Medan (ANTARA GORONTALO) - Kepala Staf Kepresidenan RI, Teten Masduki,
mengatakan pendidikan karakter multikultural kian mendesak untuk
dilaksanakan di setiap lembaga pendidikan.
"Pendidikan multikultural ini harus dimulai dari pendidikan usia
dini dan tidak berhenti di pendidikan tinggi," kata Teten, di Medan,
Rabu, pada orasi ilmiah Dies Natalis ke-65 Universitas Sumatera Utara
(USU).
Teten mengatakan, dengan pendidikan multikultural, sekolah atau
kampus menjadi lahan penghapus prasangka (prejudice), sekaligus melatih
dan membangun karakter siswa agar mampu bersikap demokratis, humanis,
dan pluralis.
"Pengembangan karakter seperti ini untuk menghentikan penyebaran
berita bohong (hoax), ujaran kebencian (hate speech), maupun paham
radikalisme," ujarnya.
Ia menyebutkan, peran guru/pengajar/dosen dalam pendidikan
multikultural sangat penting, mereka diharapkan akan beranjak dari
pembelajaran yang hierarkis dan otoriter menuju pembelajaran yang
demokratis.
Dengan perubahan ini, diharapkan pembelajaran tidak menghasilkan
"stereotype" dan prasangka yang dapat mendorong perlakuan diskriminatif.

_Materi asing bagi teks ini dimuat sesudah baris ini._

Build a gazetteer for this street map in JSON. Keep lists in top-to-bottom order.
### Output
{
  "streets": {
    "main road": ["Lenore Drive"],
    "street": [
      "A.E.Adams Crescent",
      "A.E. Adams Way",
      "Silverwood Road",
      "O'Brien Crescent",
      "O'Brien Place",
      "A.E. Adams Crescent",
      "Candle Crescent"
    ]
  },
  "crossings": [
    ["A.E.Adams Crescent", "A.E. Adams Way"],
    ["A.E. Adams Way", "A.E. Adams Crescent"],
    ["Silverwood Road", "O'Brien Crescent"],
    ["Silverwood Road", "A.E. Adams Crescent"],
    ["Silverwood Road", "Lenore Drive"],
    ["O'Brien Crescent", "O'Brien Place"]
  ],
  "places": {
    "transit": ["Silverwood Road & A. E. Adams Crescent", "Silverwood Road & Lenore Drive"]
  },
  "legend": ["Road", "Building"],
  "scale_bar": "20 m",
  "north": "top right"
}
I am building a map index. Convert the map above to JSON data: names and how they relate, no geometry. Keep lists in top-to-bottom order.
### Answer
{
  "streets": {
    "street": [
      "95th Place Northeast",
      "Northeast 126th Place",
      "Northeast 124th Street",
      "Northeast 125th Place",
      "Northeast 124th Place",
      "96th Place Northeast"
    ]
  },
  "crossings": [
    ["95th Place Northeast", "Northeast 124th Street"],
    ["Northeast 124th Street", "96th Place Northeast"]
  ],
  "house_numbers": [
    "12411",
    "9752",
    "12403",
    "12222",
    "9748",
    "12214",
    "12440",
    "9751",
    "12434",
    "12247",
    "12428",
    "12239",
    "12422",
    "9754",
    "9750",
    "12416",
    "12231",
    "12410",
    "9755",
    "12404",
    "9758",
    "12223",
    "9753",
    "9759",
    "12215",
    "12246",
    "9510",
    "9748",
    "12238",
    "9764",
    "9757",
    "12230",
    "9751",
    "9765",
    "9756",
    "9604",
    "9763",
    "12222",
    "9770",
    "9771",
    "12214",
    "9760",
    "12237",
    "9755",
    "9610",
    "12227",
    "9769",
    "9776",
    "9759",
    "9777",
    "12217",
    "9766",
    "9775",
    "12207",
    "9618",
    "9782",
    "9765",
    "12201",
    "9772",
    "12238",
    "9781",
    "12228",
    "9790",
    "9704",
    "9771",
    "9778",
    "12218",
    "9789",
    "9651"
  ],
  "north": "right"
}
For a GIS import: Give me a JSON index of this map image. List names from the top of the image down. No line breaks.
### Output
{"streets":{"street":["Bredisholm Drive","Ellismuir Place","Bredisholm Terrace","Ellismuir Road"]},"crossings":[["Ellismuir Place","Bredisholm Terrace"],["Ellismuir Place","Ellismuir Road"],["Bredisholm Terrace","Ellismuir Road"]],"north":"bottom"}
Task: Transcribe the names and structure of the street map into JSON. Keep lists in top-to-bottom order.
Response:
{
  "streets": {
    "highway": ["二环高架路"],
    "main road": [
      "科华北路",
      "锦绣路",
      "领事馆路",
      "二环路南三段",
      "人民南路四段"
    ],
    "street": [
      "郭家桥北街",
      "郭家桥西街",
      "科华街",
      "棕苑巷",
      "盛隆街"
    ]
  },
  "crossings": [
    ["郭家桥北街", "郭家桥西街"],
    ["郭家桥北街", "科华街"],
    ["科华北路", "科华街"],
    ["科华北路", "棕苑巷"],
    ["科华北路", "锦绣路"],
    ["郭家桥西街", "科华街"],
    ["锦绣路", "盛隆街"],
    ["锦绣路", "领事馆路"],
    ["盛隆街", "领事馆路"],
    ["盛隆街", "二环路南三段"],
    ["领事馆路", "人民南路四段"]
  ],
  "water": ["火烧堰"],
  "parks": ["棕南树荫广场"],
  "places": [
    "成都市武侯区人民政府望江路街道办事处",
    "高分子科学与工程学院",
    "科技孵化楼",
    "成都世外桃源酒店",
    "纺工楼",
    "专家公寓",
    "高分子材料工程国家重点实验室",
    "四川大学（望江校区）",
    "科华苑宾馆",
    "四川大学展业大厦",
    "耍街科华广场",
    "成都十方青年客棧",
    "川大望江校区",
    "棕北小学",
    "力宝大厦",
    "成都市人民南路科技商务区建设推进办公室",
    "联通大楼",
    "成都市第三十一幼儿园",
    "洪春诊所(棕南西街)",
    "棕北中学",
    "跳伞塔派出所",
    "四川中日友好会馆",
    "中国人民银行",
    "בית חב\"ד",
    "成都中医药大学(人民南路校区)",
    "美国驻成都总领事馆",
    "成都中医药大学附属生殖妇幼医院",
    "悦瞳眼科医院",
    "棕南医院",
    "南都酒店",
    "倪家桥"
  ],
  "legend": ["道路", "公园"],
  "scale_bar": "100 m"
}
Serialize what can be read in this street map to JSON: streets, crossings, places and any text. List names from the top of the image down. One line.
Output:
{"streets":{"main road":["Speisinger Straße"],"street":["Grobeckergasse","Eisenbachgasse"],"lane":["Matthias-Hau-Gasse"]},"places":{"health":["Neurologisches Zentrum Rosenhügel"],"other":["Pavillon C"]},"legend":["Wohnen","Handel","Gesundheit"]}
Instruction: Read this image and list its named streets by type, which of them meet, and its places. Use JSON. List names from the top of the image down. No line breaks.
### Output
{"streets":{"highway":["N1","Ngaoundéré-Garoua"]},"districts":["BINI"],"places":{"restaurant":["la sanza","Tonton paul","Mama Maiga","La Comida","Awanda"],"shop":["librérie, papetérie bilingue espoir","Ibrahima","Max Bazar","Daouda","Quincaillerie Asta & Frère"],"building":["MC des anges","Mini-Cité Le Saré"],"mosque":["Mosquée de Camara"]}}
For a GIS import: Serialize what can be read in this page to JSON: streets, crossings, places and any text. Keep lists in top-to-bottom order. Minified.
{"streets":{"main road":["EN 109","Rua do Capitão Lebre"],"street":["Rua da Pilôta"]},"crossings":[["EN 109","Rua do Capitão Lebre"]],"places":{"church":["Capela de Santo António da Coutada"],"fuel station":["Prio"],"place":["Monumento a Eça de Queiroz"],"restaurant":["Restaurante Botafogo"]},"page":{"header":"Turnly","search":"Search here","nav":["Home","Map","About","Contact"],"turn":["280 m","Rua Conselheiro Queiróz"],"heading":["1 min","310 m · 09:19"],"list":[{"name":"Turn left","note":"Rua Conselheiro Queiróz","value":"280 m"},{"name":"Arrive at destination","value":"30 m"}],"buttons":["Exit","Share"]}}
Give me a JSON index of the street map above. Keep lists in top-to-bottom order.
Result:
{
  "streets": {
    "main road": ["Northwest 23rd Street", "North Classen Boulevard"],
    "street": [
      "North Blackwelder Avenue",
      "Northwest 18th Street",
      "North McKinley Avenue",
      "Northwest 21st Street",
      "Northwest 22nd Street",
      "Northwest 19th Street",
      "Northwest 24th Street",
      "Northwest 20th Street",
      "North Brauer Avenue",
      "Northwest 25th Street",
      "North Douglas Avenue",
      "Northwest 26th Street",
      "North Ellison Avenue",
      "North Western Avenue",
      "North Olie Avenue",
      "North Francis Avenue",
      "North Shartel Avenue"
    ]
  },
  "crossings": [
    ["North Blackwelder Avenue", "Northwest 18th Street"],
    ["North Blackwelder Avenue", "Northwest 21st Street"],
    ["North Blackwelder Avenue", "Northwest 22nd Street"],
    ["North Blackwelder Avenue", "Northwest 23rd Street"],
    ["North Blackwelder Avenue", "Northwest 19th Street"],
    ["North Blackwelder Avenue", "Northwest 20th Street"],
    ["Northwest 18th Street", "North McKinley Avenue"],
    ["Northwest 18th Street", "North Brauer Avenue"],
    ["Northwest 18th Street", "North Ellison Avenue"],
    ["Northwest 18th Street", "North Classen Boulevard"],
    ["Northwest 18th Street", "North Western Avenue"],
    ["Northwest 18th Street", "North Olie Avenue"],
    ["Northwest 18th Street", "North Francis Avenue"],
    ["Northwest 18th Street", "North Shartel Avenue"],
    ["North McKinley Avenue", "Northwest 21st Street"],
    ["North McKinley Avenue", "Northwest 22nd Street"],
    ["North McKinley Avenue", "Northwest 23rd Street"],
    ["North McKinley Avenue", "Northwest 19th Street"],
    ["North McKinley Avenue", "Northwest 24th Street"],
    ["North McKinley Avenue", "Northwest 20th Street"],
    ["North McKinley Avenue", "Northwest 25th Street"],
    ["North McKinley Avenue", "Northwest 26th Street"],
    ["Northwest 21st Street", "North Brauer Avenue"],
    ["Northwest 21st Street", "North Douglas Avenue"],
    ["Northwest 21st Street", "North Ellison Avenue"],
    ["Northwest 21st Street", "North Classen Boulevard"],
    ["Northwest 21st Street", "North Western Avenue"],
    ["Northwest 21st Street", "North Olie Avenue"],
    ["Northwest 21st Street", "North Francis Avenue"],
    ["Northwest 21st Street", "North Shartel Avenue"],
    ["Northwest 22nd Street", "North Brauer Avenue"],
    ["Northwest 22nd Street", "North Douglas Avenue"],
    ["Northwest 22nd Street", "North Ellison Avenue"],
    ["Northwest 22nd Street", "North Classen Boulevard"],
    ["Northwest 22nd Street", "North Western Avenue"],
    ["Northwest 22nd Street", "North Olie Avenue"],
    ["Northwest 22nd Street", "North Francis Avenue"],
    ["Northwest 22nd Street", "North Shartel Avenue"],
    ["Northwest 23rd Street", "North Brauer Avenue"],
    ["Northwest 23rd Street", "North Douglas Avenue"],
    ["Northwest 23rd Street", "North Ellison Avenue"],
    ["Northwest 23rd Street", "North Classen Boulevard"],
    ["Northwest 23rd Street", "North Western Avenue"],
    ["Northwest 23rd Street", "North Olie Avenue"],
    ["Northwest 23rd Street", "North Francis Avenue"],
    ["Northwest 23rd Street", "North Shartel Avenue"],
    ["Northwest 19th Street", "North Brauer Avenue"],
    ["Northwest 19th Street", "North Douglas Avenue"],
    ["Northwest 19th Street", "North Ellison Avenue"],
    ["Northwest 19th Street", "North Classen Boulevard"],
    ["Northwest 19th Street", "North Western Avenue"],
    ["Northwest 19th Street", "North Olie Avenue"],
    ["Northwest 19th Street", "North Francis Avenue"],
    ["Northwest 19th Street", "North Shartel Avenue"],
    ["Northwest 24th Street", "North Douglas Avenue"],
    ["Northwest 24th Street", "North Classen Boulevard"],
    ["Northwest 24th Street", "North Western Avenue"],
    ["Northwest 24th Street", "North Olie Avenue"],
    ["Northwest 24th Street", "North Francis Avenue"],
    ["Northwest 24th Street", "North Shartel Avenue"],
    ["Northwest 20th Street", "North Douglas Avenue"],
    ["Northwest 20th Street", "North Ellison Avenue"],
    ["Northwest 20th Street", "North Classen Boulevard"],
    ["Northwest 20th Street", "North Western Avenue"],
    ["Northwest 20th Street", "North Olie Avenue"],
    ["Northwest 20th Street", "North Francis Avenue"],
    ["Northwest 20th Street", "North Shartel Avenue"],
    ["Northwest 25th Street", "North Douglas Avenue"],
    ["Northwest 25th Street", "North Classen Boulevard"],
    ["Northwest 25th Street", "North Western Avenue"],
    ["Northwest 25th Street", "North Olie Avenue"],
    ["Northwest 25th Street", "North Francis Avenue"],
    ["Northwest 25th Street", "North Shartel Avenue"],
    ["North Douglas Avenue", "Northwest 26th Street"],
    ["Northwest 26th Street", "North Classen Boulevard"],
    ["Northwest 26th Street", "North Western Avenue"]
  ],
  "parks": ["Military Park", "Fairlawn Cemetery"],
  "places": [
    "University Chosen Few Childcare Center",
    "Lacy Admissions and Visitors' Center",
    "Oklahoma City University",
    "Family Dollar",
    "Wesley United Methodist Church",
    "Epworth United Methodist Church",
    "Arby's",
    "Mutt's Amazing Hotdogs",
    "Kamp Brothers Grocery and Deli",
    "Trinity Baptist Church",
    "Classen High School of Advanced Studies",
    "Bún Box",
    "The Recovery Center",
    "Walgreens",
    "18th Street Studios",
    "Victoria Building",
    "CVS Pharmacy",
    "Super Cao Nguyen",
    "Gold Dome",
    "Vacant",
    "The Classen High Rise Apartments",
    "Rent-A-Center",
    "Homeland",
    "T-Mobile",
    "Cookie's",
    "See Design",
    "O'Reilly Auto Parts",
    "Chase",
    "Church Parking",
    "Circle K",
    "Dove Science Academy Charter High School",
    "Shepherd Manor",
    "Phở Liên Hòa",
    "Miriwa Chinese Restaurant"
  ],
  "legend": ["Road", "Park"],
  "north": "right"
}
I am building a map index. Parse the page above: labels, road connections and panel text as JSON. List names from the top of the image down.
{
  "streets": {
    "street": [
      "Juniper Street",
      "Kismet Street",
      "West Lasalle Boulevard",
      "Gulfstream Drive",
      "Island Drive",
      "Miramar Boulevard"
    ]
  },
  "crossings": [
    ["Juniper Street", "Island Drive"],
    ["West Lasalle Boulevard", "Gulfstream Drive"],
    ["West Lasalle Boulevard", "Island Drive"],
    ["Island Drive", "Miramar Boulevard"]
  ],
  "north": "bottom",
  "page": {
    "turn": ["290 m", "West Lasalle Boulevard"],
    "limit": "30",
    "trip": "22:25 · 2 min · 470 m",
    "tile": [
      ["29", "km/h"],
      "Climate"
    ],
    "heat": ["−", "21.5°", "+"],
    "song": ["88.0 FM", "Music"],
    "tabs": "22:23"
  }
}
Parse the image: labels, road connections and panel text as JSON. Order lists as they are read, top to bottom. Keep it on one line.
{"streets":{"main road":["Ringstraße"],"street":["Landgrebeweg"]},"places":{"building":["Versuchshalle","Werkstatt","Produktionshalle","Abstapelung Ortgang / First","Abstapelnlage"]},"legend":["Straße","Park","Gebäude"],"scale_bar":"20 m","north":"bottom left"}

"Perlakuan diskriminatif seperti bully masih dalam tahapan menghawatirkan," ucapnya.
Ia mengatakan, laporan dari KPAI maupun Lembaga Internasional
seperti WHO, menunjukkan lebih dari 20 persen anak Indonesia berusia
13-17 tahun memiliki pengalaman bully (Unicep, 2015).
Tindakan bully adalah persoalan serius penolakan relasi sosial
secara sistematis yang akan membahayakan karakter generasi ke depannya.
"Kita harus secara terus menerus menghilangkan sikap perilaku bully," katanya.
Ia menjelaskan, peran penting lembaga pendidikan tinggi tidak
berhenti pada penumbuhan kultur demokrasi.Selain menciptakan masyarakat
yang berbudaya, perguruan tinggi juga menjadi tumpuan untuk menumbuhkan
daya saing dan agenda pembangunan bangsa.
Cita-cita peningkatan pertumbuhan ekonomi yang merata, juga tidak
terlepas dari peran perguruan tinggi.Jalan menuju ketercapaian cita-cita
tersebut bukan tanpa tantangan.Sebagai contoh, agenda pembangunan
infrastruktur membutuhkan setidaknya lebih kurang 2.700 insinyur
elektro.
"Sementara saat ini jumlah SDM bersangkutan tidak mencapai 50
persen dari angka yang dibutuhkan (Ditjen SDM Inptek Kemristekdikti,
2016)," kata mantan Ketua Badan Pekerja Indonesia Corruption Watch itu.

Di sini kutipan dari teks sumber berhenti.